Quote from: Kistulot on December 22, 2012, 02:44:20 AM
While off topic discussion is healthy for a community remaining friendly, I think this topic has veered so far away from something belonging in the "Save Paragon City!" part of the forum that I think it might be best to either start a new thread elsewhere, or drop the topic.

Its just getting a little out of hand...

We apologize for the fault in the subtitles. Those responsible have been sacked.

"I've never believed in the End Times. We are mankind. Our footprints are on the moon. When the last trumpet sounds and the Beast rises from the pit — we will KILL it."
— Gen. Stacker Pentecost

Mister Bison

Quote from: Minotaur on December 22, 2012, 11:53:56 AM
Absolute rubbish.

To maintain a weight of 280 lbs requires more calories than to maintain a weight of 180 assuming similar lifestyle.

Somebody weighing 280, eating the amount of calories required to maintain 180 will lose weight.

I know, I've lost nearly 40 lbs eating more calories than my more active friend who's steady at about half my weight.
I'd guess it depends on the lifestyle, actually. Considering calorie is needed for three things: chemical activity (also called metabolism, including food processing, heat, and baseline living), physical activity, and brain activity.

Normally brain activity is the same for everybody, or is in a baseline. You don't really burn less calorie when you think less, you just get fatigued more or less rapidly.

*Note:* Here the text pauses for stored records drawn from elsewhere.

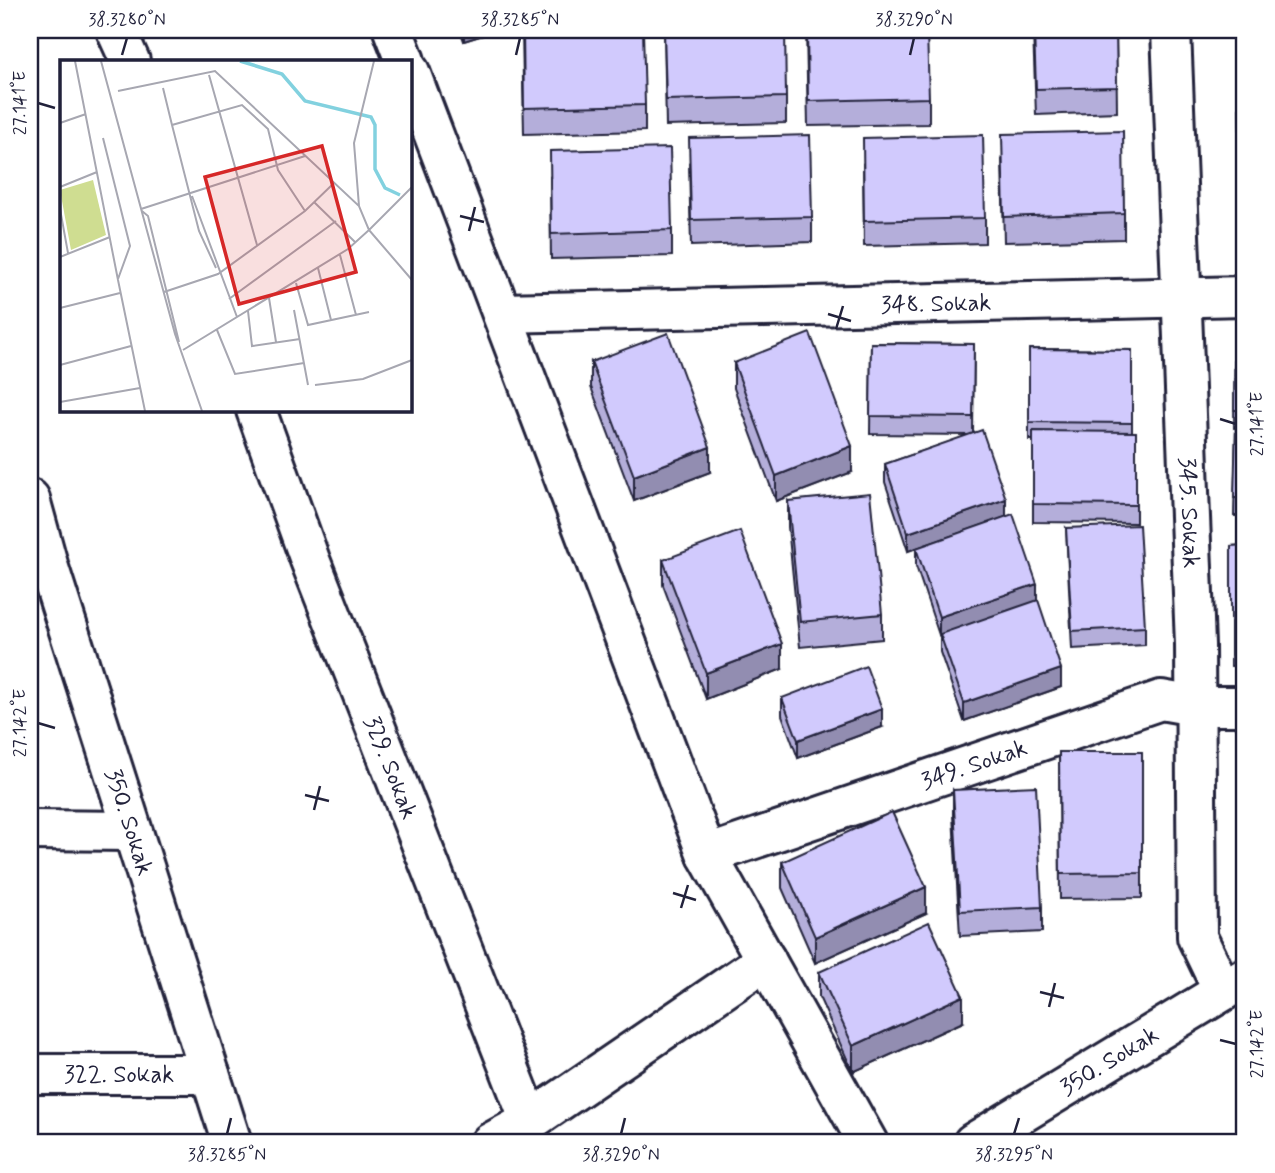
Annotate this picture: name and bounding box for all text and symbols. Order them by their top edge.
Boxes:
text: 38.3280°N [88,8,166,32]
text: 38.3285°N [481,8,559,32]
text: 38.3290°N [875,8,953,32]
inset map [60,60,411,411]
text: 27.141°E [8,71,32,135]
street label: 348. Sokak [880,288,992,321]
text: 27.141°E [1245,392,1269,456]
street label: 345. Sokak [1171,457,1206,569]
text: 27.142°E [8,689,32,757]
street label: 329. Sokak [356,712,424,824]
street label: 349. Sokak [917,733,1032,798]
street label: 350. Sokak [97,765,160,880]
text: 27.142°E [1245,1010,1269,1078]
street label: 350. Sokak [1054,1020,1165,1104]
street label: 322. Sokak [64,1060,174,1091]
text: 38.3285°N [188,1143,266,1167]
text: 38.3290°N [582,1143,660,1167]
text: 38.3295°N [975,1143,1053,1167]

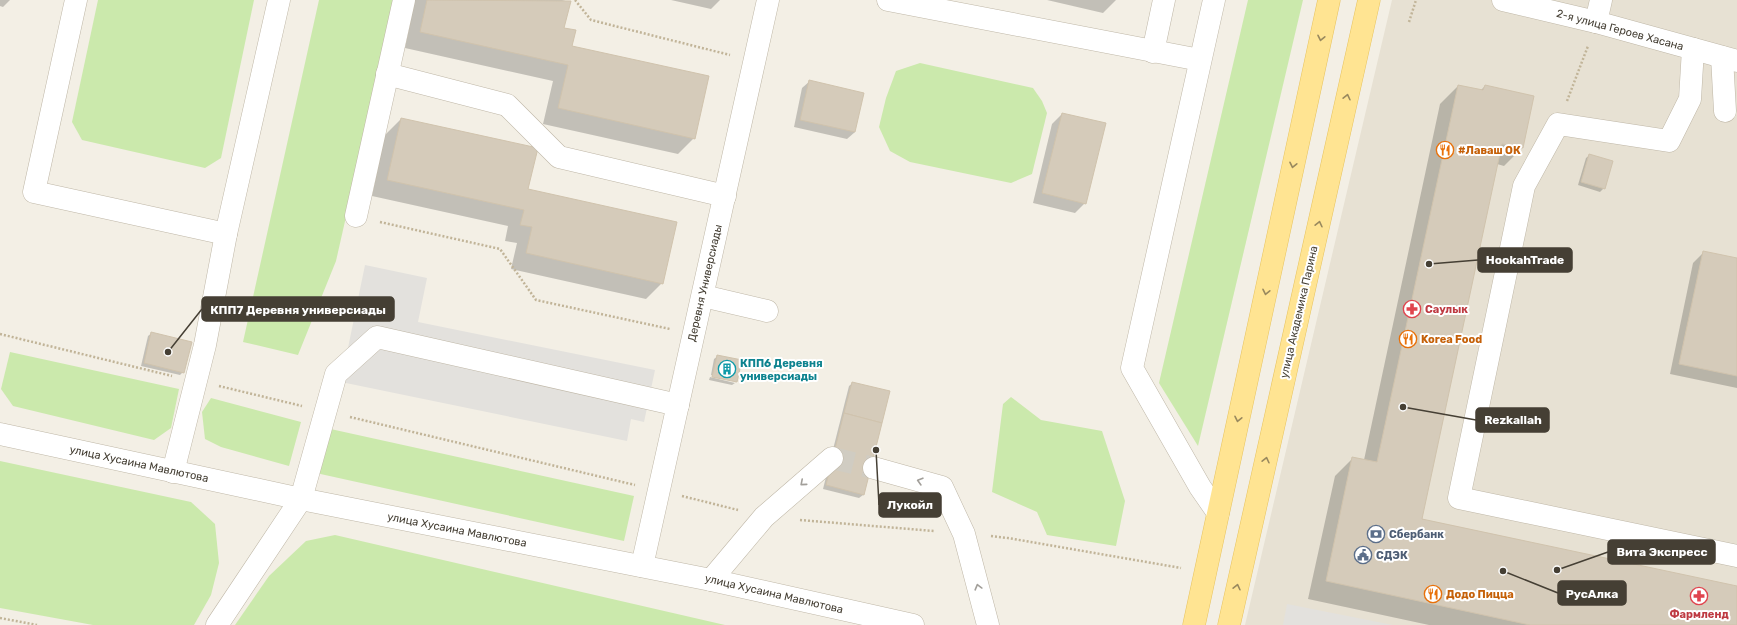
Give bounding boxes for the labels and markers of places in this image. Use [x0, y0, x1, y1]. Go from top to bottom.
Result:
restaurant icon: #Лаваш ОК [1435, 140, 1455, 160]
place label: #Лаваш ОК [1458, 144, 1521, 157]
callout: HookahTrade [1478, 248, 1572, 272]
callout: КПП7 Деревня универсиады [202, 297, 394, 321]
pharmacy icon: Саулык [1402, 299, 1422, 319]
place label: Саулык [1425, 303, 1468, 316]
restaurant icon: Korea Food [1398, 329, 1418, 349]
place label: Korea Food [1421, 333, 1482, 346]
place label: КПП6 Деревня универсиады [740, 357, 823, 383]
building icon: КПП6 Деревня универсиады [717, 359, 737, 379]
callout: Rezkallah [1476, 408, 1549, 432]
callout: Лукойл [879, 493, 941, 517]
bank icon: Сбербанк [1366, 524, 1386, 544]
place label: Сбербанк [1389, 528, 1444, 541]
callout: Вита Экспресс [1608, 540, 1715, 564]
public building icon: СДЭК [1353, 545, 1373, 565]
place label: СДЭК [1376, 549, 1408, 562]
callout: РусАлка [1558, 581, 1626, 605]
restaurant icon: Додо Пицца [1423, 584, 1443, 604]
pharmacy icon: Фармленд [1689, 586, 1709, 606]
place label: Додо Пицца [1446, 588, 1514, 601]
place label: Фармленд [1669, 608, 1729, 621]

What's different in a "thin" person and a "fat" person, is heat dispersion. If you look at a person with thermal vision, you'll notice thin people tend to let go of more heat than fat people (if you've got some fat, you could also get naked a bit and touch it after an hour, it'll be colder than no-fat places, for instance, under your arm, even if you let it lifted so that heat doesn't build up). Don't underestimate our hot-bloodness, it does burn a lot of calories, as scientists will tell you, why are insects, fishes and in a less meaningful manner bird, more efficient at producing meat than cattle (cows, sheep, etc), is that they are cold-blooded, less wasted calories into heat !

For physical activity (even walking), a fat person is going to expend more than a thin one. I think you all get the point.

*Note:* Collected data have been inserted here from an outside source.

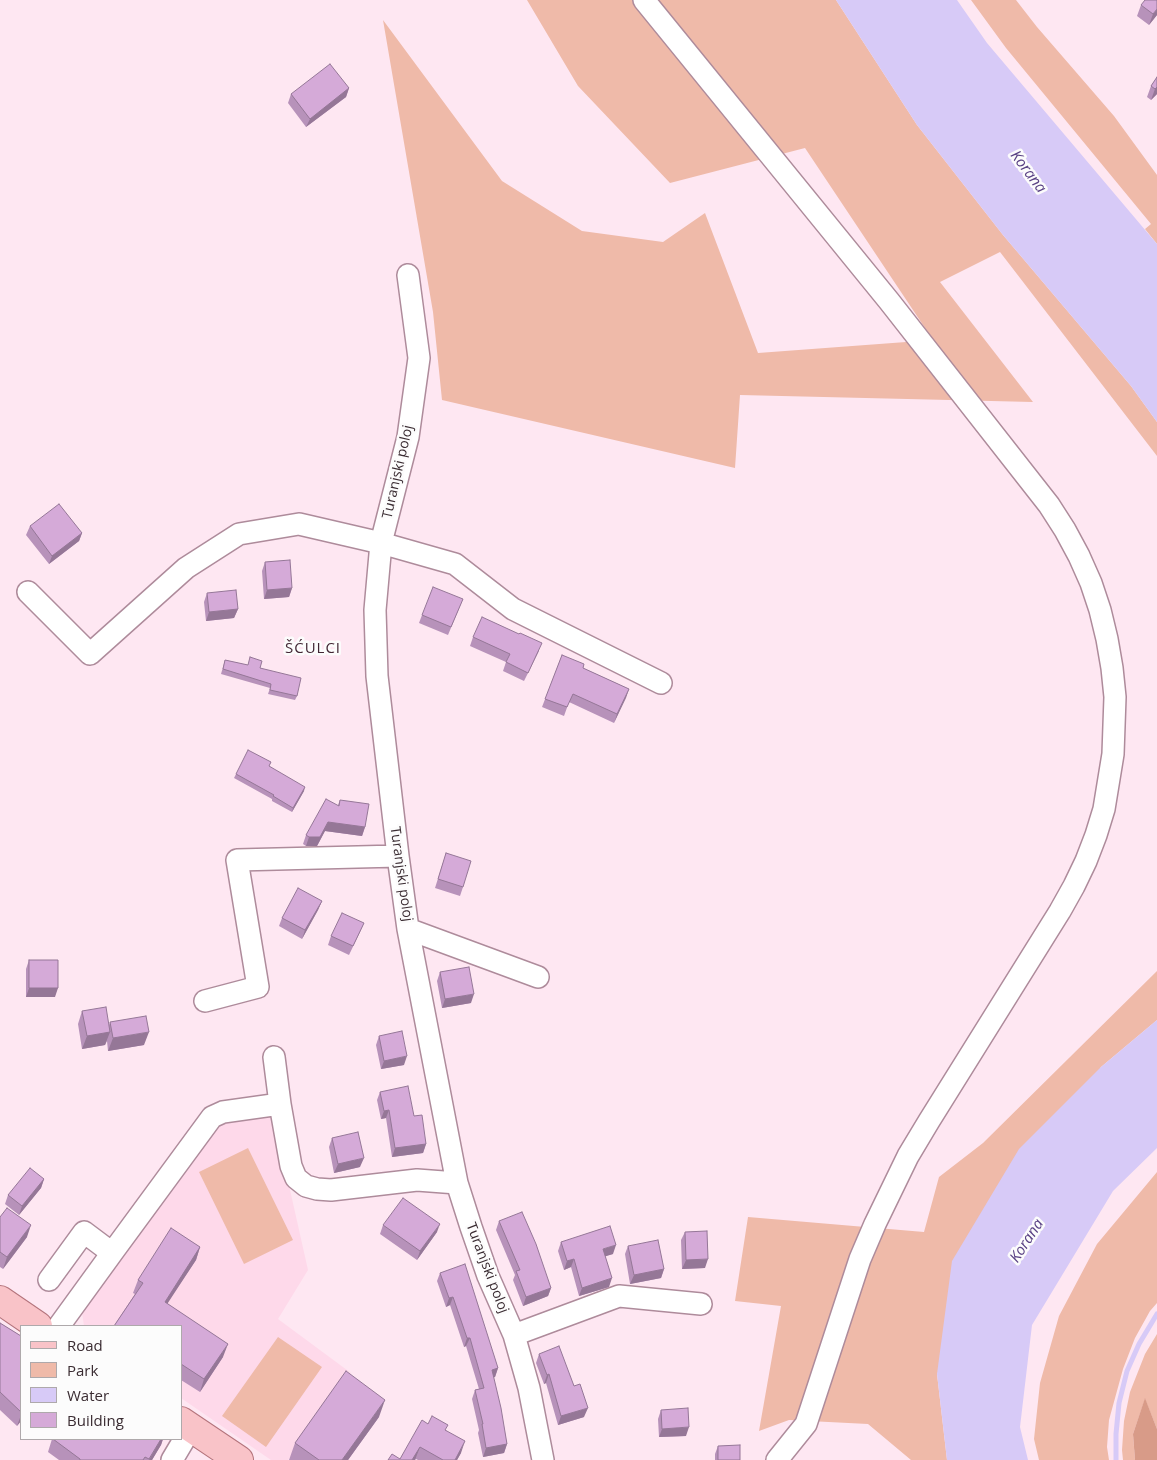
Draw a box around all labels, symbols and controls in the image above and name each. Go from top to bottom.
water label: Korana [1006,147,1050,197]
street label: Turanjski poloj [379,424,417,520]
district label: ŠĆULCI [284,640,342,658]
street label: Turanjski poloj [386,825,416,923]
water label: Korana [1006,1216,1048,1266]
street label: Turanjski poloj [462,1220,512,1316]
legend [20,1325,182,1440]
text: Road [67,1335,103,1355]
text: Park [67,1360,98,1380]
text: Water [67,1385,109,1405]
text: Building [67,1410,124,1430]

So if the lifestyle is more car-desk-car-telly-bed than walk-stand-walk-jog-bed, it does put one more at a drain here.

I'm also putting under the carpet the fact that muscles drain more than fat to "live", and that cold food doesn't give all its calories than hot because the body has to heat it. Or how much coffee/tea you're drinking instead of cold water.
Yeeessss....

Osborn

Quote from: Mister Bison on December 25, 2012, 08:18:59 PM
I'd guess it depends on the lifestyle, actually. Considering calorie is needed for three things: chemical activity (also called metabolism, including food processing, heat, and baseline living), physical activity, and brain activity.

Normally brain activity is the same for everybody, or is in a baseline. You don't really burn less calorie when you think less, you just get fatigued more or less rapidly.

What's different in a "thin" person and a "fat" person, is heat dispersion. If you look at a person with thermal vision, you'll notice thin people tend to let go of more heat than fat people (if you've got some fat, you could also get naked a bit and touch it after an hour, it'll be colder than no-fat places, for instance, under your arm, even if you let it lifted so that heat doesn't build up). Don't underestimate our hot-bloodness, it does burn a lot of calories, as scientists will tell you, why are insects, fishes and in a less meaningful manner bird, more efficient at producing meat than cattle (cows, sheep, etc), is that they are cold-blooded, less wasted calories into heat !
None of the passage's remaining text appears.